Data Sample Comparison:

Phase	Content Example
Original Seed	Jenny has 5 apples, ate 2, how many left?
Evol Evolution	Jenny runs a fruit store with 5 crates of apples (12 per crate). Monday she sold 40% of inventory, and 2 single items spoiled from improper storage. Please calculate the exact number of remaining sellable apples.
PoT Solution	`def solve(): total = 5 * 12; sold = total * 0.4; ... return remaining`
Execution Result	`34` (verified, saved to dataset)

Verification Statistics: Typically, post-Evol code one-shot pass rate (Pass@1) is 60%-80%. The 20% error data filtered by sandbox are exactly the ones that would pollute model training—removing them significantly improves SFT model logic consistency.

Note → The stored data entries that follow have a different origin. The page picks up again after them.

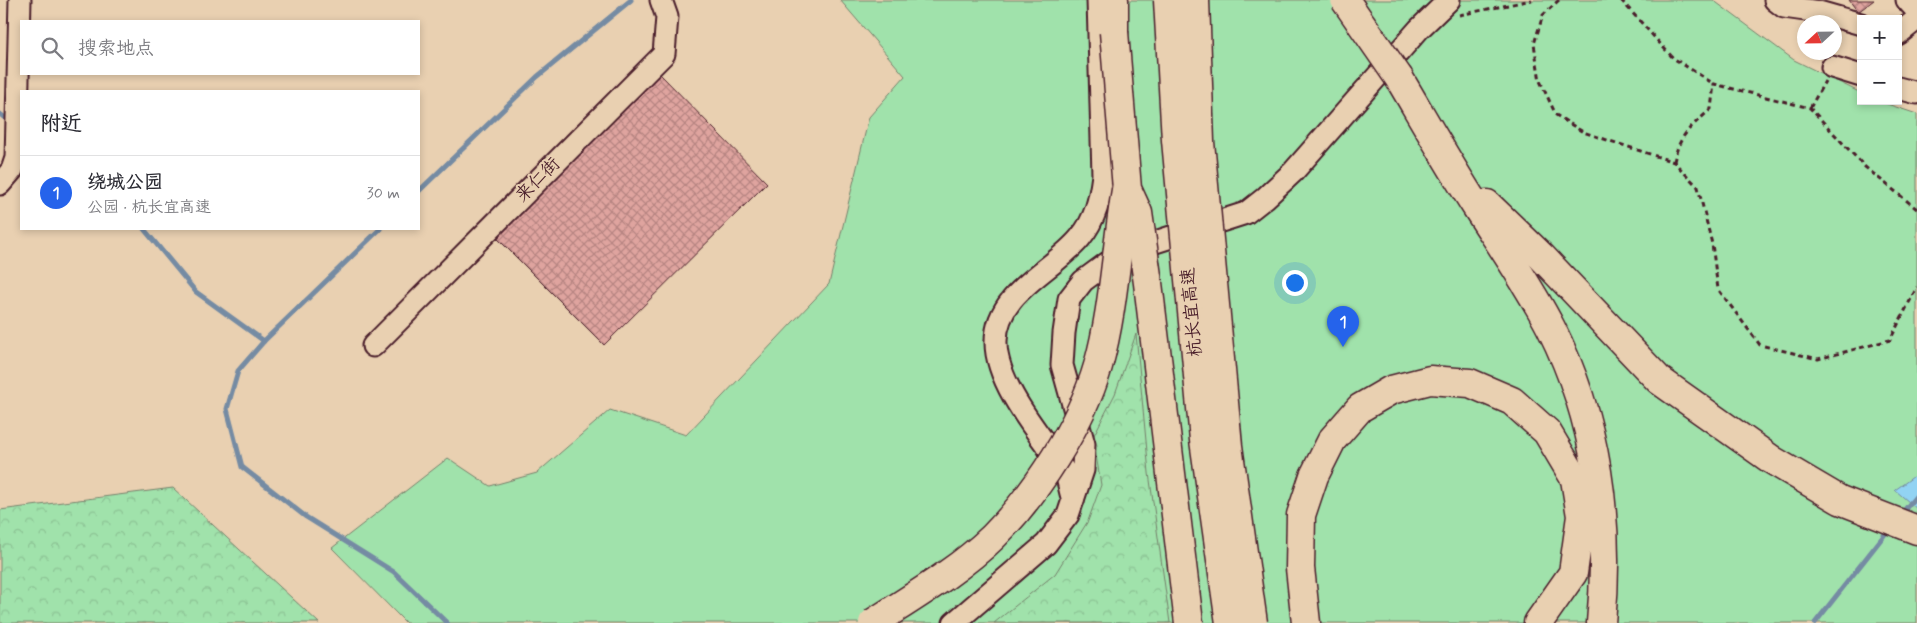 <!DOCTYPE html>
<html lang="zh">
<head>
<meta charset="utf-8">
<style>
  :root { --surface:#fff; --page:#f2f2f3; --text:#2b2b33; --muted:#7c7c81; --line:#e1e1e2; --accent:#2563eb }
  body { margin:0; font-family:Mynerve,"LXGW WenKai TC",sans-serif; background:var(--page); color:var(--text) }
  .controls { position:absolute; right:15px; top:15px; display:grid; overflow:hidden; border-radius:0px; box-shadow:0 2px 8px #0003 }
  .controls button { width:45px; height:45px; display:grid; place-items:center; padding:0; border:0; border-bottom:1px solid var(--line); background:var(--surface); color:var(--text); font:25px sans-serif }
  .compass { position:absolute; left:1797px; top:15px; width:45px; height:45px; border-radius:50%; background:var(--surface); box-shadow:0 2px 8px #0003; rotate:248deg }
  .you { position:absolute; left:1294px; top:282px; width:18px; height:18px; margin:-12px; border:4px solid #fff; border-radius:50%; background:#1a73e8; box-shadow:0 0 0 8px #1a73e833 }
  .badge { display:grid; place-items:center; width:32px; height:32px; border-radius:50%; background:var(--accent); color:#fff; font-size:16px; font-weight:700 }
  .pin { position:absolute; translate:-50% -41px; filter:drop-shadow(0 1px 2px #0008) }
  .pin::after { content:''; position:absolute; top:26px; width:18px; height:15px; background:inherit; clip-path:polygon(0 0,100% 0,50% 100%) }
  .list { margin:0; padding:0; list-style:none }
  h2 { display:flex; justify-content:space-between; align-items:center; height:65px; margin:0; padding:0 20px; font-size:21px }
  h2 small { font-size:16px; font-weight:400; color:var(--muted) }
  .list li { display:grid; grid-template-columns:32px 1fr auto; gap:15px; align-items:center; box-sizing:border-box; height:75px; padding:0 20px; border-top:1px solid var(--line) }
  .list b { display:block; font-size:19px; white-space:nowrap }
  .list p { margin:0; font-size:16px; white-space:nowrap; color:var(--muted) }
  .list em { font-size:16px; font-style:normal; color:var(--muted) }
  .icon { flex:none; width:28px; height:28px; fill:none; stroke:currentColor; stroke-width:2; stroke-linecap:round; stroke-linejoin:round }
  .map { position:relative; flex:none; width:1917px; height:623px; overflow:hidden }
  .search { position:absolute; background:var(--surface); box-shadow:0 2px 8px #0003; left:20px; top:20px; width:400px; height:55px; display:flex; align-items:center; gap:12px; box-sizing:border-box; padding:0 18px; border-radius:0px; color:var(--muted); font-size:19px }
  .panel { position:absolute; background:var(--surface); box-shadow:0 2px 8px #0003; left:20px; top:90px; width:400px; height:140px; border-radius:0px }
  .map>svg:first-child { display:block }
  .green { fill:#a0e2ab; stroke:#75806b }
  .forest { fill:url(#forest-crowns); stroke:#75806b }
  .water { fill:#92d3f3; stroke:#758ba3 }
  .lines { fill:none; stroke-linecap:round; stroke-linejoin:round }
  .stream { stroke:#758ba3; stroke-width:5 }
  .building { fill:url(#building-cross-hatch); stroke:#4a1f2b }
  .minor-casing { stroke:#4a1f2b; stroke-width:25 }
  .highway-casing { stroke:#4a1f2b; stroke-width:31 }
  .path { stroke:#4a1f2b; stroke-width:3; stroke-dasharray:5 4; stroke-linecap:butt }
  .minor { stroke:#e9d0b1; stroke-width:21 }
  .highway { stroke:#e9d0b1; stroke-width:28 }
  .highway-bridge-casing { stroke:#4a1f2b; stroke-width:31; stroke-linecap:butt }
  .highway-bridge { stroke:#e9d0b1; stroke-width:28 }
  .labels { text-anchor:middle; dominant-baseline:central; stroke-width:4; stroke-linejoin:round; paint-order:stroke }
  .street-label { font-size:18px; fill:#4a1f2b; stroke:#e9d0b1 }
</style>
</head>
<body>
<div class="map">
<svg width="1917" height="623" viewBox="0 0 1917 623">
  <defs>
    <pattern id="forest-crowns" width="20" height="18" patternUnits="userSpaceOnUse" patternTransform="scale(1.25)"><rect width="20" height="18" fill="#a0e2ab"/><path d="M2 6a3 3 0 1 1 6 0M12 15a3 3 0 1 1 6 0" fill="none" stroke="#8bc193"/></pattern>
    <pattern id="building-cross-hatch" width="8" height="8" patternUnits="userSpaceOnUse" patternTransform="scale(1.25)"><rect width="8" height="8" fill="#dfa49f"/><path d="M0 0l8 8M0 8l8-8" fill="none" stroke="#b78582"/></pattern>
  </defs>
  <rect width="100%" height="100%" fill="#e9d0b1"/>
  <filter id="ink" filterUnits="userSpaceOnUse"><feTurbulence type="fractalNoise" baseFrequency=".02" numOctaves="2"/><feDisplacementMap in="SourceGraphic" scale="10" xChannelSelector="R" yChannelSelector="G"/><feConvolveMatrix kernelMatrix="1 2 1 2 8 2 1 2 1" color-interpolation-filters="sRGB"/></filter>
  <g filter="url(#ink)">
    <path class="green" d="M840,0H1713L1794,60L1861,93V101H1878L1917,114V623H406L332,548L448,458L490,486L537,473L610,410L686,435L829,284L869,117L905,76Z"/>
    <g class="forest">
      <path d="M1136,334L1149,473L1170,623H994L1055,574L1088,521L1101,485L1093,437L1115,394Z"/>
      <path d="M173,488L319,623H0V510Z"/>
    </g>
    <path class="water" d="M1917,474V509L1895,490Z"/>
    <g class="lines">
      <g class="stream">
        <path d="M0,114L11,123"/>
        <path d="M419,191L537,77L631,0"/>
        <path d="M144,229L196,292L264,341"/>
        <path d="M380,229L264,341L238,371L227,409L242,467L306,517L394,572L447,623"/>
        <path d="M1901,514L1917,495"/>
        <path d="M1815,623L1889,529"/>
      </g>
    </g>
    <g class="building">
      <path d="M1849,0H1874L1858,12Z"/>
      <path d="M660,74L767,183L604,345L495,236Z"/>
    </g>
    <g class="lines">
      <defs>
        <g id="minor">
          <path d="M1775,0L1784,7L1819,12L1861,24"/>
          <path d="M1907,0L1917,11"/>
          <path d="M1898,34L1917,19"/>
          <path d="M1832,67L1861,76"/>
          <path d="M1898,88L1917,93"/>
          <path d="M0,184L12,170L16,158L20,0"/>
          <path d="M373,346L664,54L667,17L661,0"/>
          <path d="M1073,500C1070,492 1069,483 1066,474C1062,465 1053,455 1047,446C1027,419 995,376 996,341C996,292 1053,271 1080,238C1096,219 1100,198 1103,175L1098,0"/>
          <path d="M954,623L1046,544L1068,515L1083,470L1084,444L1062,365L1064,333L1069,299L1083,281L1121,253L1246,213L1265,198L1293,172L1419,29L1449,0"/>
        </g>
        <g id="highway">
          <path d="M1114,32V0"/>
          <path d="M1399,78C1425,122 1450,166 1477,208C1502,247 1530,287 1551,328C1597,419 1611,522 1601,623"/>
          <path d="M1487,204L1542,257L1659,380L1772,460L1840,500L1917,530"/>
          <path d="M1306,623L1300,568L1301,515L1314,476L1332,440L1360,408L1391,390L1430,380L1470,383L1512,401L1547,432L1575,479L1581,516L1573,573L1538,623"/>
        </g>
      </defs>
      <use href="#minor" class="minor-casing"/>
      <use href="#highway" class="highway-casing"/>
      <g class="path">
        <path d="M1559,0L1543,15L1534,44L1540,81L1556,115L1583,132L1674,162L1698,187L1712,244L1718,289L1760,345L1818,359L1890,340L1917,287"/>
        <path d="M1621,0L1673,58L1714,84"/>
        <path d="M1459,15L1532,0"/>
        <path d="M1810,108L1825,81"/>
        <path d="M1674,162C1679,134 1691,127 1711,109L1714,84L1810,108L1865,167L1917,209"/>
      </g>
      <use href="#minor" class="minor"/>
      <use href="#highway" class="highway"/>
      <defs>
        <g id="highway-bridge">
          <path d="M1168,0L1176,140L1204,440L1230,623"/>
          <path d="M1195,0L1200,142L1228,446L1253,623"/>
          <path d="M1345,0L1399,78"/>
          <path d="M1114,32L1127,189L1138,213L1148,283L1189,623"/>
          <path d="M873,623C913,597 959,570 993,537C1036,494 1081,425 1098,366C1114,309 1116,249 1126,190"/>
        </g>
      </defs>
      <use href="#highway-bridge" class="highway-bridge-casing"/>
      <use href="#highway-bridge" class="highway-bridge"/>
    </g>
  </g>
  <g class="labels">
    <g class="street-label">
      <text transform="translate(538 180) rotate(-45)">来仁街</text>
      <text transform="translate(1192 312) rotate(-95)">杭长宜高速</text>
    </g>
  </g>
</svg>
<div class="controls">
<button>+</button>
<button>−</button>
</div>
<svg class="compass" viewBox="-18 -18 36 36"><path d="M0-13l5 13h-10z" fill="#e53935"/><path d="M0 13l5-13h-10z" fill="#7c7c81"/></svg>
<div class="you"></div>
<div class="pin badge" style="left:1343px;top:347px">1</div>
<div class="search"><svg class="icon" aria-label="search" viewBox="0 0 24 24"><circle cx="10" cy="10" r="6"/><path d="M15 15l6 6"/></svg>搜索地点</div>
<section class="panel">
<h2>附近<small></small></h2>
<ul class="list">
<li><span class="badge">1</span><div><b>绕城公园</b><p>公园 · 杭长宜高速</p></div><em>30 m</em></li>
</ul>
</section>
</div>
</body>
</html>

5. Cost and Optimization (Cost & Optimization)¶

Resource consumption:
- API cost: Each valid sample consumes ~2 LLM calls (evolution + solution). Using cost-effective models like DeepSeek-V3, generating 1k high-quality textbook samples can be controlled under $5.
- Time cost: Local Python single-threaded is slow; verifying 1k code samples takes ~5-10 minutes.
Security Warning (Critical):
- This project uses subprocess for local execution. When processing unknown or untrusted model-generated code, extremely high risk exists (e.g., os.system('rm -rf /')).
- Production transformation plan: Must migrate sandbox.py execution environment to Docker container or AWS Firecracker micro-VM, with network access disabled.
Scaling considerations:
- If data scales to millions, single-machine script cannot support. Need to introduce RabbitMQ or Kafka for task distribution, building distributed "generate-verify" cluster.